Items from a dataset
# # # #
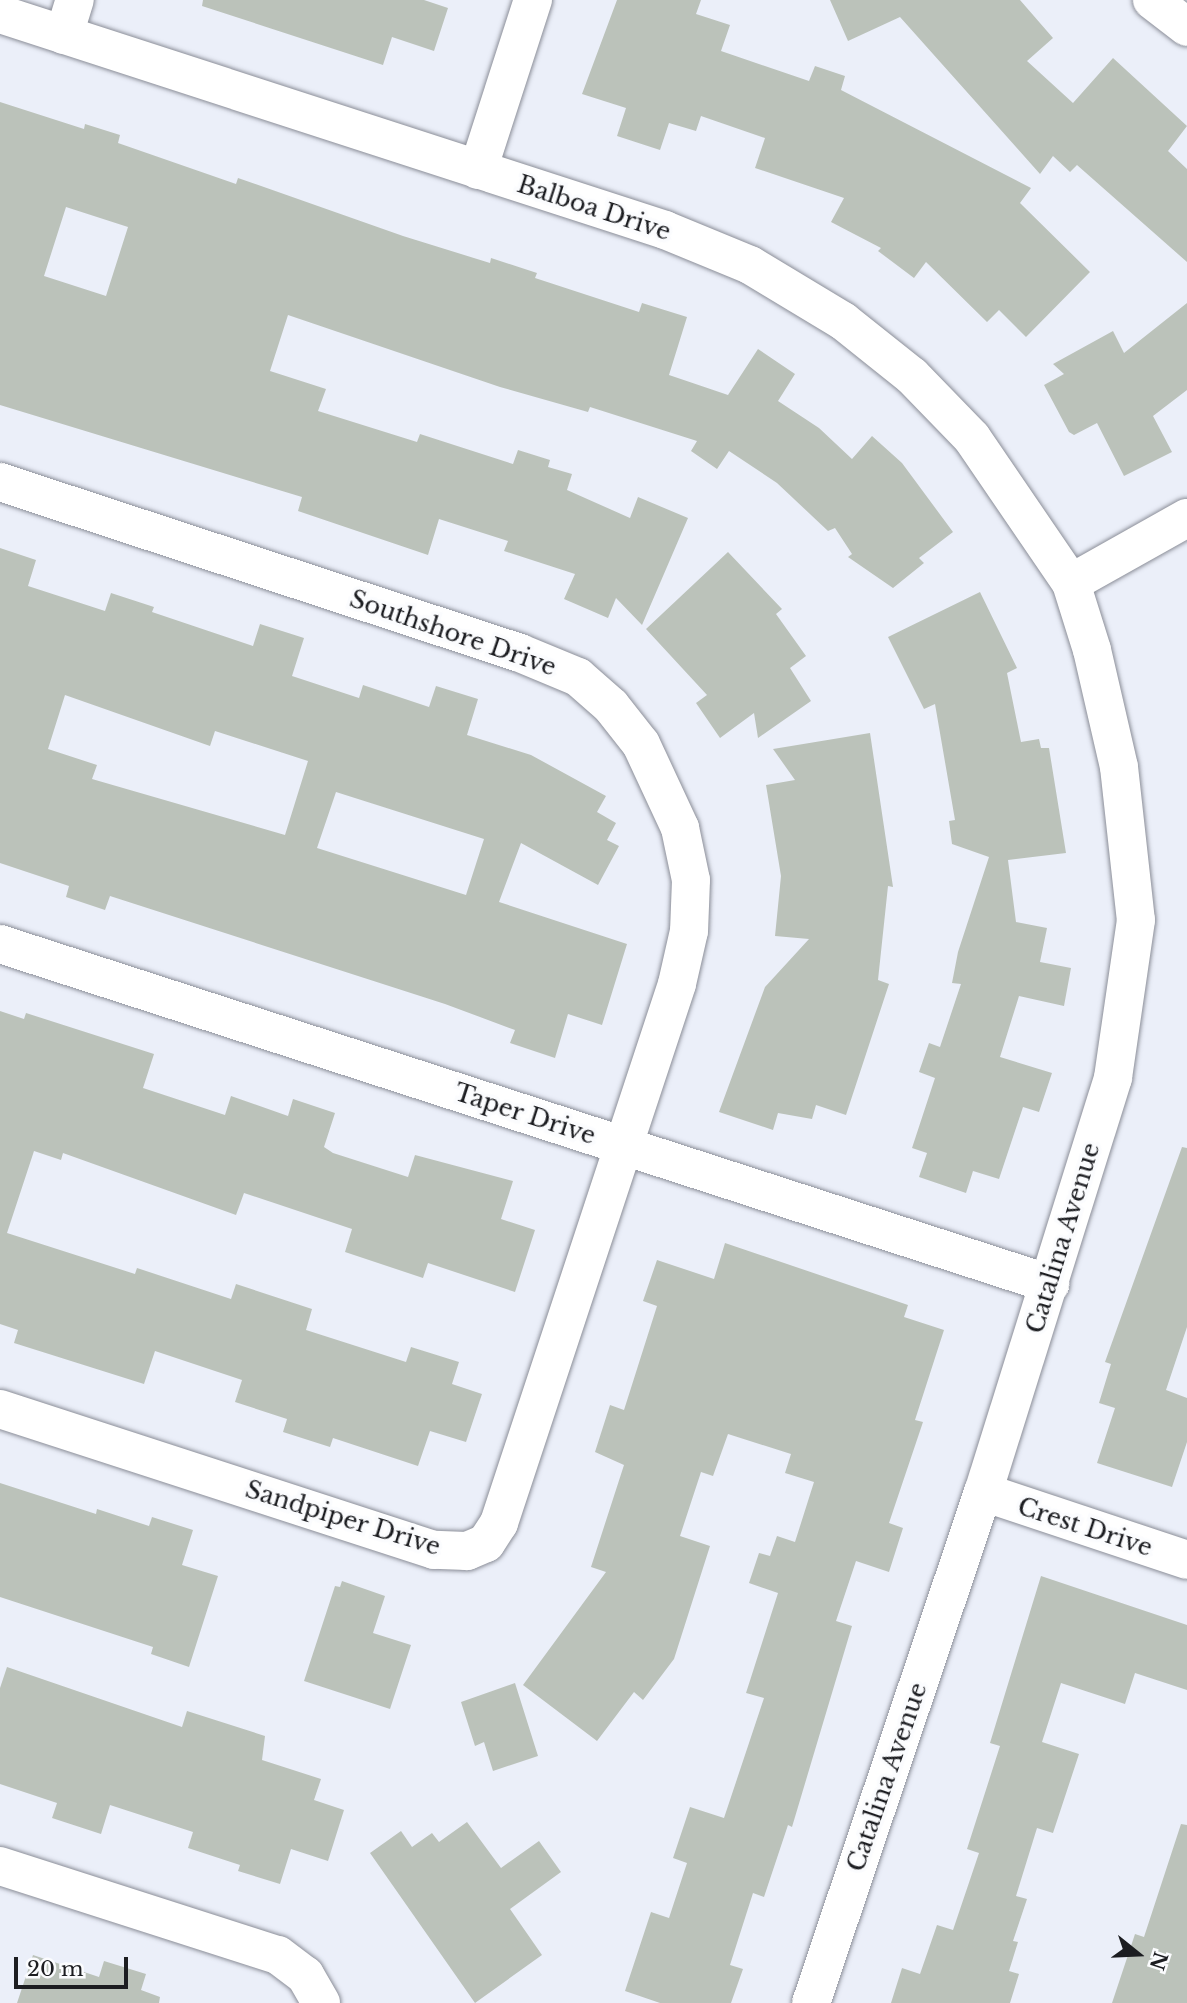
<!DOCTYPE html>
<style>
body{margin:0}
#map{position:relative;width:1187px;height:2003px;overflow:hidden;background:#ebeff9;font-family:"Libre Baskerville",serif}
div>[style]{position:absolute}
.building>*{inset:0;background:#bbc2ba}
.roads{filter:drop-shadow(0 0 2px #8b8e98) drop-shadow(0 0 2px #8b8e98)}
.minor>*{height:38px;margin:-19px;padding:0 19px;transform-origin:19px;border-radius:19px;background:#fff}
span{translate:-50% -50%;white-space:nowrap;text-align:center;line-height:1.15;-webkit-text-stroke:7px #fbfcfe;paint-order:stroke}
.street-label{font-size:24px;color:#1c1d21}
.north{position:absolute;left:1103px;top:1919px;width:70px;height:70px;-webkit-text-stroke:5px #fbfcfe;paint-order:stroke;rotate:108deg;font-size:19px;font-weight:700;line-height:28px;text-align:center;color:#1c1d21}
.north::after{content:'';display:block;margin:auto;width:24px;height:32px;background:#1c1d21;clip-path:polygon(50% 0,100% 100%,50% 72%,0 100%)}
.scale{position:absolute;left:14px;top:1957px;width:114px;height:32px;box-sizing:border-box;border:4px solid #1c1d21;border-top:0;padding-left:9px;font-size:21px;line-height:24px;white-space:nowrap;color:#1c1d21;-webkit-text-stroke:5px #fbfcfe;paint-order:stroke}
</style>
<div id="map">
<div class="building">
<div style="clip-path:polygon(203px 0,424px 0,448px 8px,434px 51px,392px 37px,383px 65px,202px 6px)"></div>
<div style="clip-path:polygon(617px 0,701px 0,696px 14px,730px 25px,721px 51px,809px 81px,815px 66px,845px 76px,841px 90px,1031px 188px,1020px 203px,1090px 272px,1026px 337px,999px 310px,987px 322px,926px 262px,914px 278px,878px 251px,881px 248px,831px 222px,844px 198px,755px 168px,765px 138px,701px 116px,696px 131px,669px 123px,660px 150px,617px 136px,626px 108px,582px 94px)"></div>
<div style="clip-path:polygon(830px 0,1020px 0,1053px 38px,1027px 61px,1073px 103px,1113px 58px,1187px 126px,1168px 151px,1187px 169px,1187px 262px,1077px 165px,1070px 172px,1053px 156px,1040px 174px,900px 17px,848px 41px)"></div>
<div style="clip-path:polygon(evenodd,0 102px,84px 129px,85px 124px,120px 135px,118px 143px,236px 184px,238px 178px,403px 236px,490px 263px,491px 258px,537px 273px,535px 278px,639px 312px,642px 303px,687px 317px,669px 375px,728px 395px,758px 349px,795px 374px,778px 401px,819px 428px,852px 459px,872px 436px,902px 463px,953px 532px,919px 558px,924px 563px,893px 588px,848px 557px,852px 554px,835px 528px,828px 531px,777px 483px,729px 451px,717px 469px,691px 451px,697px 441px,590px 407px,588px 412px,500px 387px,288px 315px,270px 371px,326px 389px,318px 411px,417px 442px,420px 434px,513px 464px,518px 450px,550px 460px,548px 467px,572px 474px,567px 490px,630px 518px,638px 497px,688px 518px,642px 625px,616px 598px,608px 618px,564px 599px,575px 574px,504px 551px,508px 541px,439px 519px,428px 555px,298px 511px,302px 497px,0 405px,0 102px,66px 207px,128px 227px,106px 296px,44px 276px,66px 207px)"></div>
<div style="clip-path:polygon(1187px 303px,1187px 390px,1153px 416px,1172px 452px,1124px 476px,1097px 423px,1074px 435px,1069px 432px,1044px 385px,1064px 374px,1053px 364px,1113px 331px,1124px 353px)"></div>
<div style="clip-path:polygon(evenodd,0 548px,36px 560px,28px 586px,105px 611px,111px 593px,154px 607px,152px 612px,253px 646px,260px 624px,304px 638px,292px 676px,359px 698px,363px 685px,429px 707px,436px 686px,478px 699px,467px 735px,531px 755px,606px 796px,597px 812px,616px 823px,607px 840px,619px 846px,598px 885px,521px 843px,499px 902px,627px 944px,602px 1025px,568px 1014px,555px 1058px,510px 1043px,515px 1030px,445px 1004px,110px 896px,105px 910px,66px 897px,69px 886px,0 863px,0 548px,65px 695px,210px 746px,215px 731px,308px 761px,285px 835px,92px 779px,97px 765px,48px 749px,65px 695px,0 548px,336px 792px,484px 839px,466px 895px,317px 848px,336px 792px)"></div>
<div style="clip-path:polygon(728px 552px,782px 609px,776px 614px,806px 656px,790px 668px,811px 701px,758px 738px,754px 713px,720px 738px,696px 703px,707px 695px,646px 629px)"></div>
<div style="clip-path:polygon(980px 592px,1017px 668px,1007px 673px,1021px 742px,1039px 739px,1041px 748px,1049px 748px,1066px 853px,1008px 860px,1016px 922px,1047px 928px,1040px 962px,1071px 968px,1064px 1006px,1019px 996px,1000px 1057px,1052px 1073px,1039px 1112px,1023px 1107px,999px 1179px,973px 1171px,966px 1193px,919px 1177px,927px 1153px,912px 1148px,935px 1078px,919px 1072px,929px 1043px,940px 1047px,961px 984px,952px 983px,958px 952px,989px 857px,952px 844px,949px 821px,955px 820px,935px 704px,924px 709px,888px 637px)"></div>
<div style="clip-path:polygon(870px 733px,893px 887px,888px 886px,878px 980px,889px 984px,846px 1115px,816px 1105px,812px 1119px,778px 1113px,773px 1130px,719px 1112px,765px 987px,809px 939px,775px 936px,781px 876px,766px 785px,795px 780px,773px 749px)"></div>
<div style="clip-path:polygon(0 1011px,24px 1019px,26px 1013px,154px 1054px,143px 1088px,225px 1115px,231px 1096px,288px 1116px,293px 1099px,335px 1113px,324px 1147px,333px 1153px,408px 1177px,415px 1155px,513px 1181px,501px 1219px,535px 1230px,515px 1292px,428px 1263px,423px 1278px,345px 1252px,352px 1229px,244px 1193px,236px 1215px,63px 1153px,61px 1160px,34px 1151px,7px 1233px,135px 1274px,137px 1268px,231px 1299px,236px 1284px,312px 1309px,306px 1330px,406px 1362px,411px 1347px,459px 1362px,452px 1384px,482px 1394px,466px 1442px,430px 1431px,418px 1466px,333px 1438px,330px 1447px,283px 1432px,287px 1419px,235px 1402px,242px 1380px,155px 1351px,144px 1384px,14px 1343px,18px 1330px,0 1324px)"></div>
<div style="clip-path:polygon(1182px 1147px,1187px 1148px,1187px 1327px,1166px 1390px,1187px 1398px,1187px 1442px,1172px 1487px,1097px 1463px,1115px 1408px,1099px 1403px,1111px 1364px,1105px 1362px)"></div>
<div style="clip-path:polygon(725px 1243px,908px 1305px,904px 1317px,944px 1330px,915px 1420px,923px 1422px,889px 1523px,903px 1528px,889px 1572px,856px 1561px,836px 1621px,852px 1626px,792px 1827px,788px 1825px,764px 1897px,753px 1893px,730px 1965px,743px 1969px,731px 2003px,660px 2003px,625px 1991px,651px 1912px,669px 1918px,687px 1863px,673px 1858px,690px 1807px,724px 1818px,764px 1698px,746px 1693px,778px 1593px,749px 1583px,759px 1553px,770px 1556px,777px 1536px,795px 1542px,814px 1482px,785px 1473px,791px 1454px,728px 1434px,713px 1476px,701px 1472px,680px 1536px,710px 1546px,674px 1659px,643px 1700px,634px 1692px,597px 1741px,523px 1685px,606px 1572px,591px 1567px,624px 1465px,595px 1452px,610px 1405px,624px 1410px,657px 1306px,643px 1301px,657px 1260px,714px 1279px)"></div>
<div style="clip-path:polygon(0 1483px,96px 1514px,97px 1509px,149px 1526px,152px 1517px,193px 1530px,182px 1565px,218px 1576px,189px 1667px,151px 1654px,153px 1647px,0 1597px)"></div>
<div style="clip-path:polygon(1041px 1576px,1187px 1625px,1187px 1690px,1135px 1673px,1125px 1704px,1061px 1683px,1042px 1742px,1079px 1754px,1053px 1833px,1037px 1828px,1016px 1896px,1027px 1899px,1013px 1941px,1018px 1942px,1009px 1971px,1019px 1974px,1010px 2003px,891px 2003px,902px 1968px,920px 1974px,937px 1925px,953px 1930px,979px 1853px,967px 1849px,1000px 1746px,990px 1743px)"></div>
<div style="clip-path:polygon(342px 1581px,385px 1596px,373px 1633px,411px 1645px,390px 1709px,304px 1681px,335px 1586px,340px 1587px)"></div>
<div style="clip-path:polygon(7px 1667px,182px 1727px,187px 1711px,265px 1736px,262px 1760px,321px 1779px,314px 1800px,344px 1810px,328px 1861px,291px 1849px,280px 1884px,238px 1871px,240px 1865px,188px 1848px,193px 1832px,110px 1805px,101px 1834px,52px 1818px,57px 1803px,0 1784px,0 1688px)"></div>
<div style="clip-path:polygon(515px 1683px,538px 1756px,493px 1771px,484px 1742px,475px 1746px,461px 1702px)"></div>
<div style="clip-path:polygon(467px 1822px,501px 1868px,539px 1841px,561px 1872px,510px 1909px,542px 1955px,475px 2003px,370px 1853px,401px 1831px,412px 1847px,432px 1833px,439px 1842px)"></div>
<div style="clip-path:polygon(1181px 1824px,1187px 1825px,1187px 2003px,1112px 2003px,1135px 1934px,1144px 1937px)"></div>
<div style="clip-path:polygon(33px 1955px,99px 1977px,104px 1961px,146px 1974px,141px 1990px,160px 1997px,159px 2003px,17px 2003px)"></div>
</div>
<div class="roads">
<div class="minor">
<div style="left:1152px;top:0;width:44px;rotate:37.6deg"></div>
<div style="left:0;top:14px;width:699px;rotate:17.99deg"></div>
<div style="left:665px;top:230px;width:92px;rotate:22.4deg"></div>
<div style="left:750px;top:265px;width:109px;rotate:31.1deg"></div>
<div style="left:843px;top:321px;width:88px;rotate:38.6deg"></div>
<div style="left:912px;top:376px;width:86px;rotate:45.9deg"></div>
<div style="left:972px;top:438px;width:176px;rotate:55.7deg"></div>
<div style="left:1071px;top:583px;width:70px;rotate:72.6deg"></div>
<div style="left:1092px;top:650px;width:120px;rotate:77deg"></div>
<div style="left:1119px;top:767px;width:154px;rotate:83.7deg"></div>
<div style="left:1136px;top:920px;width:160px;rotate:98.3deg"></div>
<div style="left:1113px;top:1078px;width:434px;rotate:107.4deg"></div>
<div style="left:983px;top:1492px;width:539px;rotate:108.6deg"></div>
<div style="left:64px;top:35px;width:37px;rotate:-73deg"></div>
<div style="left:478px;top:170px;width:179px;rotate:-72.1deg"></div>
<div style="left:0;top:482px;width:547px;rotate:18.2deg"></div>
<div style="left:520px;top:653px;width:63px;rotate:22.5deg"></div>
<div style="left:578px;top:677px;width:44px;rotate:41.3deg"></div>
<div style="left:611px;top:706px;width:48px;rotate:51.7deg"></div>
<div style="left:641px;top:744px;width:93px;rotate:65.1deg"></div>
<div style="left:680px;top:828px;width:53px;rotate:78.1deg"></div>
<div style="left:691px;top:880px;width:51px;rotate:92.2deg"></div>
<div style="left:689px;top:931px;width:54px;rotate:102.8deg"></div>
<div style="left:677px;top:984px;width:568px;rotate:108.28deg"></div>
<div style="left:499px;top:1523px;width:24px;rotate:123deg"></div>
<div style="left:486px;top:1543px;width:21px;rotate:157deg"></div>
<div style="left:467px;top:1551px;width:33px;rotate:-178deg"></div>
<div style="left:434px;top:1550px;width:456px;rotate:-162deg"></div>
<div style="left:1071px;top:583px;width:133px;rotate:-29.3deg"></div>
<div style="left:0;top:944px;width:1104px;rotate:17.94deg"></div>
<div style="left:983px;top:1492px;width:215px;rotate:18.4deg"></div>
<div style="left:0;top:1866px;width:292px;rotate:17.8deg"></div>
<div style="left:278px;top:1955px;width:34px;rotate:37deg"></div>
<div style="left:305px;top:1975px;width:32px;rotate:60deg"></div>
</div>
</div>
<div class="street-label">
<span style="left:594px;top:208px;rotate:18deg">Balboa Drive</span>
<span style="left:453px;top:633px;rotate:19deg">Southshore Drive</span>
<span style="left:525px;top:1114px;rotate:18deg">Taper Drive</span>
<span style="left:1063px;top:1238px;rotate:-73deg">Catalina Avenue</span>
<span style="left:343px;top:1518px;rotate:17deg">Sandpiper Drive</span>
<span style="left:1085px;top:1527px;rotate:18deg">Crest Drive</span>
<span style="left:887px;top:1777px;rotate:-71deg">Catalina Avenue</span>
</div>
<div class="north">N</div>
<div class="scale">20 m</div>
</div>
# # # #
Your answer must be the lines from the opening line of the entries through the line holding "2px #8b8e98) drop-shadow(0", written out exactly and without any picture.

■ EXERCISE RESULT ■
<!DOCTYPE html>
<style>
body{margin:0}
#map{position:relative;width:1187px;height:2003px;overflow:hidden;background:#ebeff9;font-family:"Libre Baskerville",serif}
div>[style]{position:absolute}
.building>*{inset:0;background:#bbc2ba}
.roads{filter:drop-shadow(0 0 2px #8b8e98) drop-shadow(0 0 2px #8b8e98)}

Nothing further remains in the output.